Show your customers some love
As we head into Valentine’s Day weekend, let’s take a look at one of the most important relationships you’ll ever have as a business person — the relationship with your customers. Just like other kinds of relationships, this one requires great listening skills, clear communication, plenty of attention and appreciation, and of course, trust. If you win their hearts in these areas, you’ll see CX, customer satisfaction, retention, and other metrics increase. It’s simple; when you treat customers with genuine care, they feel the love and are motivated to give back in return (with repeat purchases, positive social sharing, and good, old fashioned word of mouth).
Long-lasting customer relationships demand the following:
- Active listening. What’s worse than a partner who doesn’t listen? Nothing. This is the starting point for a successful customer relationship because the listening needs to begin immediately in the “courting phase” (the marketing and sales cycle) and carry through to post-sale, support, and ongoing service. Without active listening, you likely won’t get to a sale at all. As you use surveys and other feedback channels to ask if needs are being bet, that data needs to be pushed forward to the next step in the journey, so that the experience can be tweaked to that individual’s needs. It also means building a “listening culture” into service and call centers, so that when agents have a customer on the line, the person feels “heard” rather than “herded” down a rigid call script or process.
- Two-way communication. The word inherently means “two way,” but it’s worth underscoring that the relationship is not just about you listening to them. You must also communicate back.

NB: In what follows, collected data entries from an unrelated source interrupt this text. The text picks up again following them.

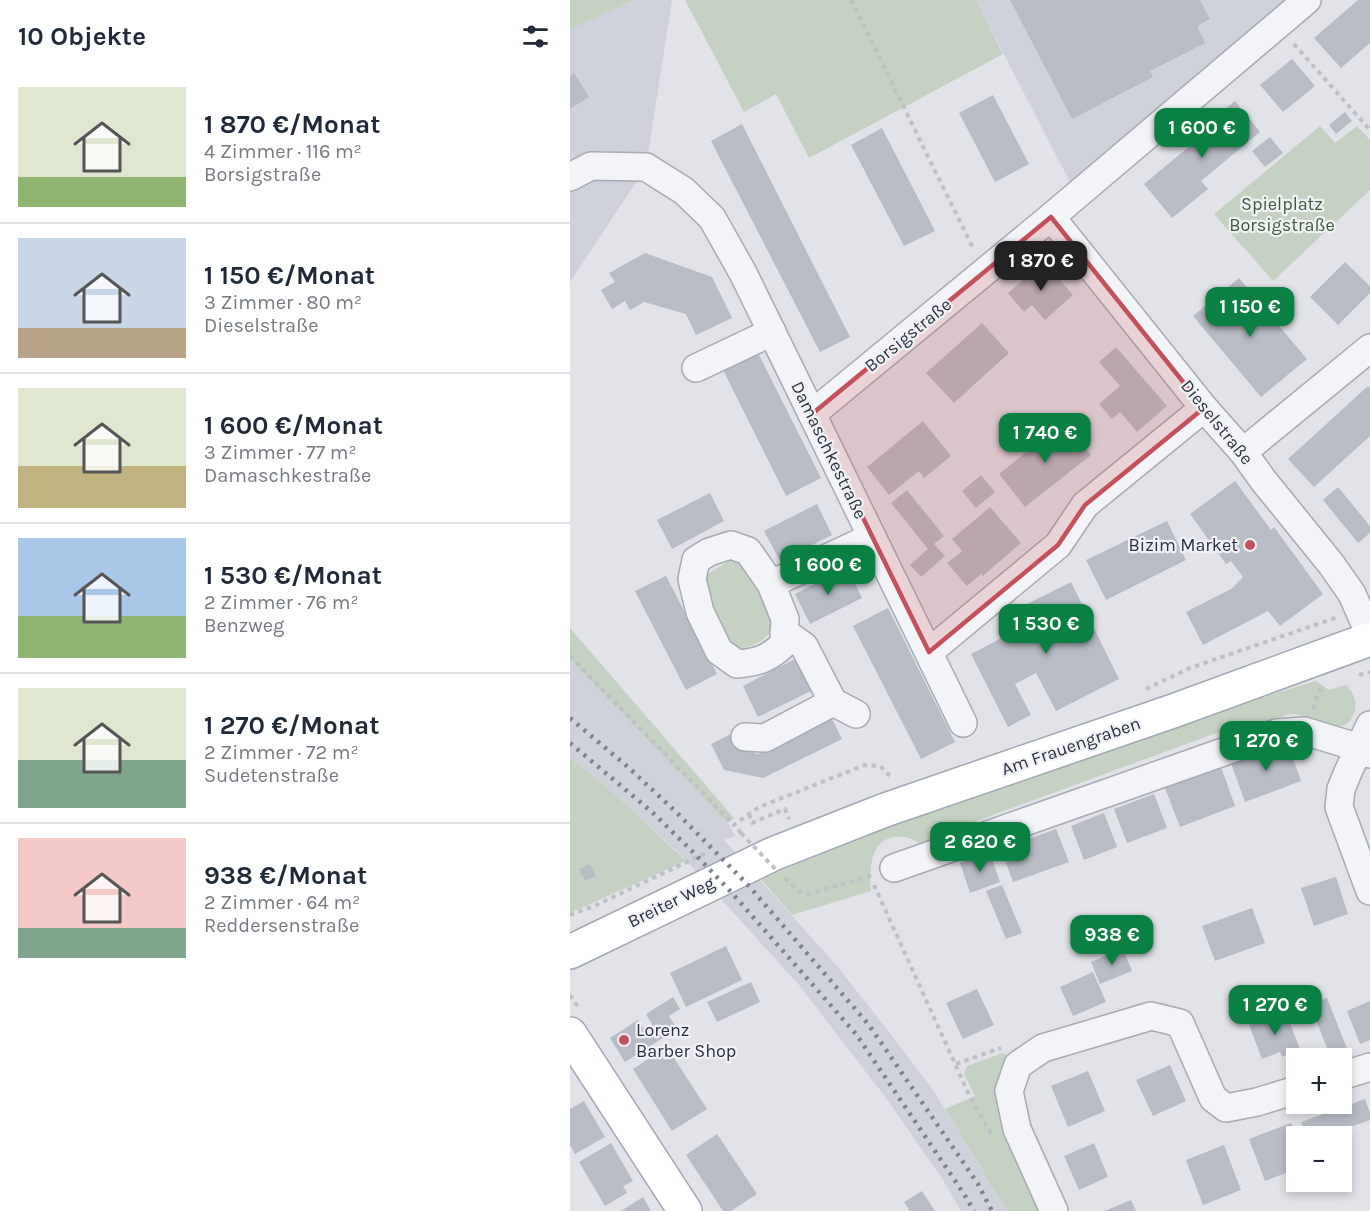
<!DOCTYPE html>
<html lang="de">
<meta charset="utf-8">
<style>
body{margin:0;font-family:Karla,sans-serif;background:#f6f6f7;color:#1f2937;height:100vh;display:flex;flex-direction:column;font-size:22px;white-space:nowrap}
*{box-sizing:border-box;margin:0}
p{font-size:20px;color:#747a83}
.icon{flex:none;width:33px;height:33px;fill:none;stroke:currentColor;stroke-width:2;stroke-linecap:round;stroke-linejoin:round}
.map{position:relative;flex:1;overflow:hidden}
.sheet{display:flex;flex-direction:column;background:#fff;width:570px}
.sheet>*{flex:none}
.buttons{position:absolute;left:716px;top:1048px;display:grid;gap:12px}
.buttons a{display:grid;place-items:center;width:66px;height:66px;border-radius:0px;background:#fff;box-shadow:0 3px 9px #0003;font-size:30px}
.price{position:absolute;translate:-50% -51px;padding:0 14px;border-radius:12px;background:#0b8043;color:#fff;font-size:20px;line-height:39px;filter:drop-shadow(0 2px 3px #0008)}
.price::after{content:'';position:absolute;left:50%;top:36px;width:18px;height:14px;margin-left:-9px;background:inherit;clip-path:polygon(0 0,100% 0,50% 100%)}
.price.on{background:#222;color:#fff}
ul{padding:0;list-style:none}
li{display:flex;align-items:center;gap:18px;height:150px;padding:0 18px}
li+li{border-top:2px solid #e0e1e3}
li span{display:grid;place-items:center;flex:none;width:168px;height:120px;border-radius:0px;color:#555}
li>.icon{margin-inline-start:auto}
span .icon{width:72px;height:72px;fill:#fffc;stroke-width:1}
li b{font-size:26px}
h2{display:flex;justify-content:space-between;align-items:center;height:72px;padding:0 18px;font-size:26px}
main{display:flex;flex:1;min-height:0}
.map>svg:first-child{display:block}
.built{fill:#cfd2da}
.green{fill:#c5d1c2}
.building{fill:#b8bcc5}
.lines{fill:none;stroke-linecap:round;stroke-linejoin:round}
.minor-casing{stroke:#a6aab2;stroke-width:30}
.major-casing{stroke:#a1a7b3;stroke-width:36}
.path{stroke:#bfc1c7;stroke-width:4;stroke-dasharray:4.5 4.5;stroke-linecap:butt}
.minor{stroke:#f3f4f7;stroke-width:27}
.major{stroke:#fff;stroke-width:33}
.rail{stroke:#7b8290;stroke-width:4.5;stroke-dasharray:3 6;stroke-linecap:butt}
.path-bridge{stroke:#bfc1c7;stroke-width:4;stroke-dasharray:4.5 4.5;stroke-linecap:butt}
.marked{fill:#c3505a;fill-opacity:0.2;stroke:#c3505a;stroke-width:4.5;stroke-linejoin:round}
.poi-dot{fill:#c3505a;stroke:#f0f2f6;stroke-width:2}
.labels{text-anchor:middle;stroke-width:4.5;stroke-linejoin:round;paint-order:stroke}
.park-label{font-size:18px;fill:#3d5939;stroke:#f0f2f6}
.street-label{font-size:18px;fill:#2a313e;stroke:#f0f2f6}
.poi-label{font-size:18px;fill:#2a313e;stroke:#f0f2f6;text-anchor:end}
</style>
<main>
<section class="sheet">
<h2>10 Objekte<svg class="icon" aria-label="filters" viewBox="0 0 24 24"><path d="M4 7h16M4 17h16"/><circle cx="9" cy="7" r="2"/><circle cx="15" cy="17" r="2"/></svg></h2>
<ul>
<li><span style="background:linear-gradient(#dfe7d0 75%,#8fb573 0)"><svg class="icon" aria-label="home" viewBox="0 0 24 24"><path d="M3 11l9-7 9 7M6 9v11h12V9"/></svg></span><div><b>1 870 €/Monat</b><p>4 Zimmer · 116 m²</p><p>Borsigstraße</p></div></li>
<li><span style="background:linear-gradient(#c9d6e8 75%,#b9a48a 0)"><svg class="icon" aria-label="home" viewBox="0 0 24 24"><path d="M3 11l9-7 9 7M6 9v11h12V9"/></svg></span><div><b>1 150 €/Monat</b><p>3 Zimmer · 80 m²</p><p>Dieselstraße</p></div></li>
<li><span style="background:linear-gradient(#dfe7d0 65%,#c2b280 0)"><svg class="icon" aria-label="home" viewBox="0 0 24 24"><path d="M3 11l9-7 9 7M6 9v11h12V9"/></svg></span><div><b>1 600 €/Monat</b><p>3 Zimmer · 77 m²</p><p>Damaschkestraße</p></div></li>
<li><span style="background:linear-gradient(#a9c7e8 65%,#8fb573 0)"><svg class="icon" aria-label="home" viewBox="0 0 24 24"><path d="M3 11l9-7 9 7M6 9v11h12V9"/></svg></span><div><b>1 530 €/Monat</b><p>2 Zimmer · 76 m²</p><p>Benzweg</p></div></li>
<li><span style="background:linear-gradient(#dfe7d0 60%,#7fa58c 0)"><svg class="icon" aria-label="home" viewBox="0 0 24 24"><path d="M3 11l9-7 9 7M6 9v11h12V9"/></svg></span><div><b>1 270 €/Monat</b><p>2 Zimmer · 72 m²</p><p>Sudetenstraße</p></div></li>
<li><span style="background:linear-gradient(#f6c9c9 75%,#7fa58c 0)"><svg class="icon" aria-label="home" viewBox="0 0 24 24"><path d="M3 11l9-7 9 7M6 9v11h12V9"/></svg></span><div><b>938 €/Monat</b><p>2 Zimmer · 64 m²</p><p>Reddersenstraße</p></div></li>
</ul>
</section>
<div class="map">
<svg width="800" height="1211" viewBox="0 0 800 1211">
<rect width="100%" height="100%" fill="#e1e3e8"/>
<g class="built">
<path d="M 64,0 L 102,0 L 76,167 L 0,282 L 0,30 Z"/>
<path d="M 406,0 L 737,0 L 507,196 Z"/>
<path d="M 0,660 L 158,823 L 165,836 L 154,840 L 267,966 L 312,1023 L 361,1087 L 437,1211 L 391,1211 L 373,1180 L 316,1098 L 229,985 L 113,857 L 36,786 L 0,758 Z"/>
</g>
<g class="green">
<path d="M 0,0 L 64,0 L 0,30 Z"/>
<path d="M 115,0 L 406,0 L 433,54 L 239,158 L 206,94 L 174,112 Z"/>
<path d="M 750,126 L 765,143 L 787,126 L 800,140 L 800,190 L 703,281 L 644,214 Z"/>
<path d="M 160,560 L 171,560 L 182,568 L 205,627 C 195,640 183,648 167,648 C 155,637 136,604 135,588 C 135,583 137,578 138,574 Z"/>
<path d="M 0,628 L 164,818 L 158,823 L 0,660 Z"/>
<path d="M 746,681 L 759,690 L 776,685 C 783,692 787,700 785,710 C 776,744 743,715 724,714 C 714,714 703,722 693,723 C 688,723 683,722 679,721 L 401,823 L 397,833 C 383,837 367,844 351,843 C 346,842 340,837 334,837 C 300,833 299,868 301,891 L 222,915 L 191,879 L 347,816 L 658,708 Z"/>
<path d="M 0,758 L 36,786 L 116,861 L 0,913 Z"/>
<path d="M 433,1053 L 439,1056 L 440,1062 L 477,1211 L 437,1211 L 375,1109 L 405,1096 L 394,1074 L 397,1066 Z"/>
</g>
<g class="building">
<path d="M 440,0 L 630,0 L 640,19 L 627,26 L 635,43 L 580,71 L 583,77 L 502,119 Z"/>
<path d="M 788,0 L 800,0 L 800,43 L 771,68 L 744,38 Z"/>
<path d="M 722,59 L 745,86 L 713,112 L 690,85 Z"/>
<path d="M 4,73 L 19,97 L 0,109 L 0,76 Z"/>
<path d="M 423,95 L 459,164 L 425,182 L 389,113 Z"/>
<path d="M 665,101 L 690,132 L 631,181 L 638,189 L 602,218 L 574,184 L 627,140 L 623,135 Z"/>
<path d="M 775,112 L 782,121 L 766,134 L 759,125 Z"/>
<path d="M 172,124 L 280,337 L 250,352 L 141,141 Z"/>
<path d="M 312,128 L 365,231 L 334,246 L 281,145 Z"/>
<path d="M 700,137 L 713,153 L 695,167 L 682,151 Z"/>
<path d="M 75,253 L 142,277 L 162,318 L 126,335 L 116,314 L 74,302 L 60,310 L 55,301 L 42,309 L 31,290 L 45,282 L 39,273 Z"/>
<path d="M 474,262 L 503,295 L 475,320 L 462,305 L 454,312 L 438,293 Z"/>
<path d="M 775,262 L 800,286 L 800,293 L 768,325 L 740,297 Z"/>
<path d="M 669,278 L 737,359 L 691,397 L 623,316 Z"/>
<path d="M 412,323 L 439,353 L 384,403 L 356,373 Z"/>
<path d="M 546,347 L 597,406 L 567,432 L 550,412 L 542,419 L 529,404 L 550,386 L 529,362 Z"/>
<path d="M 186,349 L 251,478 L 216,496 L 151,366 Z"/>
<path d="M 798,386 L 800,389 L 800,436 L 744,487 L 718,459 Z"/>
<path d="M 353,421 L 381,456 L 354,478 L 349,471 L 319,495 L 297,467 Z"/>
<path d="M 495,421 L 521,455 L 455,507 L 429,474 Z"/>
<path d="M 411,475 L 425,492 L 406,508 L 392,491 Z"/>
<path d="M 665,481 L 701,530 L 704,527 L 753,594 L 710,626 L 698,611 L 633,645 L 616,612 L 661,589 L 673,577 L 661,561 L 656,564 L 620,514 Z"/>
<path d="M 768,487 L 800,526 L 800,533 L 788,543 L 753,500 Z"/>
<path d="M 337,490 L 374,536 L 364,544 L 375,556 L 351,577 L 340,565 L 358,549 L 321,503 Z"/>
<path d="M 140,493 L 154,521 L 102,549 L 87,520 Z"/>
<path d="M 247,504 L 262,535 L 210,561 L 194,531 Z"/>
<path d="M 420,507 L 451,543 L 413,576 L 411,574 L 397,586 L 377,563 L 392,551 L 382,539 Z"/>
<path d="M 597,521 L 616,560 L 536,600 L 516,560 Z"/>
<path d="M 277,568 L 292,598 L 240,624 L 225,594 Z"/>
<path d="M 96,576 L 147,674 L 116,690 L 65,591 Z"/>
<path d="M 501,582 L 549,679 L 486,711 L 466,673 L 445,684 L 461,715 L 438,727 L 401,654 L 445,631 L 437,614 Z"/>
<path d="M 318,608 L 385,742 L 351,759 L 283,626 Z"/>
<path d="M 225,659 L 241,691 L 188,717 L 173,686 Z"/>
<path d="M 261,717 L 272,739 L 193,778 L 154,770 L 141,744 L 163,733 L 172,749 L 188,754 Z"/>
<path d="M 717,742 L 731,781 L 675,802 L 661,763 Z"/>
<path d="M 651,767 L 665,806 L 610,827 L 595,788 Z"/>
<path d="M 584,794 L 597,828 L 557,843 L 544,809 Z"/>
<path d="M 534,813 L 547,847 L 514,860 L 501,826 Z"/>
<path d="M 486,829 L 499,862 L 443,882 L 431,849 Z"/>
<path d="M 420,853 L 430,882 L 400,893 L 390,863 Z"/>
<path d="M 20,864 L 26,876 L 15,881 L 9,869 Z"/>
<path d="M 766,877 L 778,914 L 744,926 L 731,888 Z"/>
<path d="M 432,885 L 452,933 L 436,939 L 416,891 Z"/>
<path d="M 682,908 L 695,943 L 645,961 L 632,926 Z"/>
<path d="M 156,946 L 172,980 L 116,1007 L 100,973 Z"/>
<path d="M 553,949 L 562,971 L 530,984 L 521,962 Z"/>
<path d="M 523,972 L 536,1002 L 503,1016 L 490,987 Z"/>
<path d="M 181,982 L 190,1002 L 147,1022 L 137,1002 Z"/>
<path d="M 407,989 L 424,1025 L 393,1039 L 376,1003 Z"/>
<path d="M 103,997 L 110,1009 L 99,1016 L 107,1029 L 55,1062 L 40,1038 L 68,1020 L 74,1029 L 82,1024 L 76,1014 Z"/>
<path d="M 757,998 L 778,1051 L 761,1058 L 740,1005 Z"/>
<path d="M 800,1001 L 800,1040 L 790,1044 L 777,1011 Z"/>
<path d="M 715,1011 L 730,1049 L 712,1057 L 710,1052 L 692,1059 L 679,1025 Z"/>
<path d="M 97,1047 L 137,1109 L 102,1131 L 63,1069 Z"/>
<path d="M 600,1065 L 616,1101 L 583,1116 L 566,1080 Z"/>
<path d="M 518,1071 L 535,1111 L 498,1127 L 481,1086 Z"/>
<path d="M 795,1099 L 800,1113 L 800,1120 L 753,1137 L 736,1137 L 731,1122 Z"/>
<path d="M 14,1101 L 35,1137 L 5,1154 L 0,1145 L 0,1109 Z"/>
<path d="M 721,1123 L 727,1137 L 726,1169 L 695,1181 L 679,1139 Z"/>
<path d="M 147,1134 L 187,1194 L 161,1211 L 153,1211 L 116,1155 Z"/>
<path d="M 41,1143 L 63,1181 L 53,1186 L 57,1193 L 35,1206 L 9,1162 Z"/>
<path d="M 524,1143 L 538,1177 L 509,1190 L 494,1156 Z"/>
<path d="M 654,1145 L 671,1190 L 633,1205 L 616,1160 Z"/>
<path d="M 352,1191 L 365,1211 L 340,1211 L 334,1202 Z"/>
<path d="M 73,1197 L 81,1211 L 51,1211 Z"/>
<path d="M 561,1200 L 566,1211 L 535,1211 Z"/>
</g>
<g class="lines">
<g class="minor-casing">
<g id="minor">
<path d="M 0,177 L 21,166 L 76,167 L 114,191 L 142,218 L 173,273 L 393,723"/>
<path d="M 481,217 L 634,408 L 673,452 L 693,480 L 761,564 L 782,594 L 800,635"/>
<path d="M 126,368 L 202,332"/>
<path d="M 242,414 L 481,217 L 737,0"/>
<path d="M 673,452 L 800,348"/>
<path d="M 161,545 L 178,551 L 201,584 L 215,619 L 214,644 C 198,659 189,662 167,664 L 149,651 L 130,612 L 122,579 L 126,560 L 139,552 Z"/>
<path d="M 201,584 L 302,537"/>
<path d="M 359,652 L 488,545 L 515,505 L 634,408"/>
<path d="M 263,702 L 286,714"/>
<path d="M 800,725 L 778,772 L 771,789 L 769,807 L 800,891"/>
<path d="M 175,737 L 195,738 L 263,702 L 234,646 L 214,632"/>
<path d="M 324,868 L 707,733 L 734,731 L 790,748 L 800,754"/>
<path d="M 771,1076 L 800,1067"/>
<path d="M 484,1211 L 447,1129 L 439,1091 L 448,1065 L 473,1048 L 581,1016 L 610,1023 L 643,1098 L 656,1108 L 687,1102 L 726,1090"/>
</g>
</g>
<g class="major-casing">
<g id="major">
<path d="M 0,952 L 203,854 L 315,810 L 603,711 L 800,639"/>
<path d="M 0,1034 L 115,1211"/>
</g>
</g>
<g class="path">
<path d="M 281,0 L 404,250"/>
<path d="M 724,44 L 800,130"/>
<path d="M 0,656 L 164,825"/>
<path d="M 789,675 L 800,672"/>
<path d="M 576,689 L 620,668 L 768,617"/>
<path d="M 743,709 L 749,691 L 754,686"/>
<path d="M 179,814 L 182,823 L 215,809 L 219,819"/>
<path d="M 171,833 L 164,825 L 189,807 L 295,765 L 310,766 L 323,779"/>
<path d="M 215,878 L 229,891 L 238,894 L 304,875"/>
<path d="M 304,885 L 400,1097 L 422,1135"/>
<path d="M 0,915 L 24,906 L 136,853"/>
<path d="M 0,995 L 8,1007"/>
<path d="M 386,1064 L 431,1048"/>
</g>
<use href="#minor" class="minor"/>
<use href="#major" class="major"/>
<g class="rail">
<path d="M 0,718 L 58,767 L 105,811 L 178,885 L 299,1025 L 408,1184 L 422,1211"/>
<path d="M 0,743 L 82,812 L 123,852 L 161,892 L 286,1034 L 394,1194 L 404,1211"/>
</g>
<path class="path-bridge" d="M 171,833 L 208,872"/>
</g>
<path class="marked" d="M 481,217 L 634,408 L 515,505 L 488,545 L 359,652 L 242,414 Z"/>
<g class="poi-dot">
<circle cx="680" cy="545" r="6"/>
<circle cx="54" cy="1040" r="6"/>
</g>
<g class="labels">
<g class="park-label">
<text x="712" y="210">Spielplatz<tspan x="712" dy="21">Borsigstraße</tspan></text>
</g>
<g class="street-label">
<text transform="translate(338 335) rotate(-39)" y="6">Borsigstraße</text>
<text transform="translate(647 422) rotate(51)" y="6">Dieselstraße</text>
<text transform="translate(259 450) rotate(64)" y="6">Damaschkestraße</text>
<text transform="translate(501 746) rotate(-19)" y="6">Am Frauengraben</text>
<text transform="translate(101 902) rotate(-26)" y="6">Breiter Weg</text>
</g>
<g class="poi-label">
<text x="668" y="551">Bizim Market</text>
<text x="66" y="1036" text-anchor="start">Lorenz<tspan x="66" dy="21">Barber Shop</tspan></text>
</g>
</g>
</svg>
<div class="buttons">
<a>+</a>
<a>−</a>
</div>
<b class="price" style="left:632px;top:159px">1 600 €</b>
<b class="price on" style="left:471px;top:292px">1 870 €</b>
<b class="price" style="left:680px;top:338px">1 150 €</b>
<b class="price" style="left:475px;top:464px">1 740 €</b>
<b class="price" style="left:258px;top:596px">1 600 €</b>
<b class="price" style="left:476px;top:655px">1 530 €</b>
<b class="price" style="left:696px;top:772px">1 270 €</b>
<b class="price" style="left:410px;top:873px">2 620 €</b>
<b class="price" style="left:542px;top:966px">938 €</b>
<b class="price" style="left:705px;top:1036px">1 270 €</b>
</div>
</main>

For example, let them know how you plan to use their feedback. Tell them that a particular survey will directly influence an upcoming product or service innovation. Send or post updates that anonymously show how customer input affected a new initiative or commitment. This is the kind of dialogue that keeps customers engaged and interested in the brand. Consumers rated “transparency” as their second highest priority in the 2016 CX Trends Report, which proves that they expect to know what effect their input will have your products, services, and processes. It’s a give and take; when they feel engaged in a real conversation, they are inclined to share even more.
- Attention and appreciation. It can be tempting for some organizations to fixate on negative feedback and reviews. Some companies go into triage mode with triggers and alerts flying across systems, to agents and managers, with all eyes on the upset customer. Yes, complainers are going to get attention; this is given information. The point is not to ignore your happy ones in the process. This is an easy pitfall to avoid! Offer as much outreach to satisfied customers, so that they’re motivated to buy again sooner and serve as advocates. These are the people you want to use as references and case studies, and their value, is, well… invaluable. Consider building appreciation surveys to find out exactly why they love you and (in reference to the point above), promise to do even more of those things.
- Total trust. This one is easy. Customers fall in love with brands they trust because they know the experience will be positive every time. There’s no anxiety over whether they’re receiving real value and if they ever need help, they trust that it will arrive swiftly and effectively. As mentioned in my Worst CX Fails of 2015 blog, there’s nothing that will take a brand down faster than getting caught doing something shifty or downright dishonest. The VW “Diesel Dupe” won the dishonesty award last year and may never recover from its deceit. Build trust by practicing all three points above and by systematically reevaluating your value proposition, compared to that of your competitors, so that you earn the right to say, “We are the trusted choice.”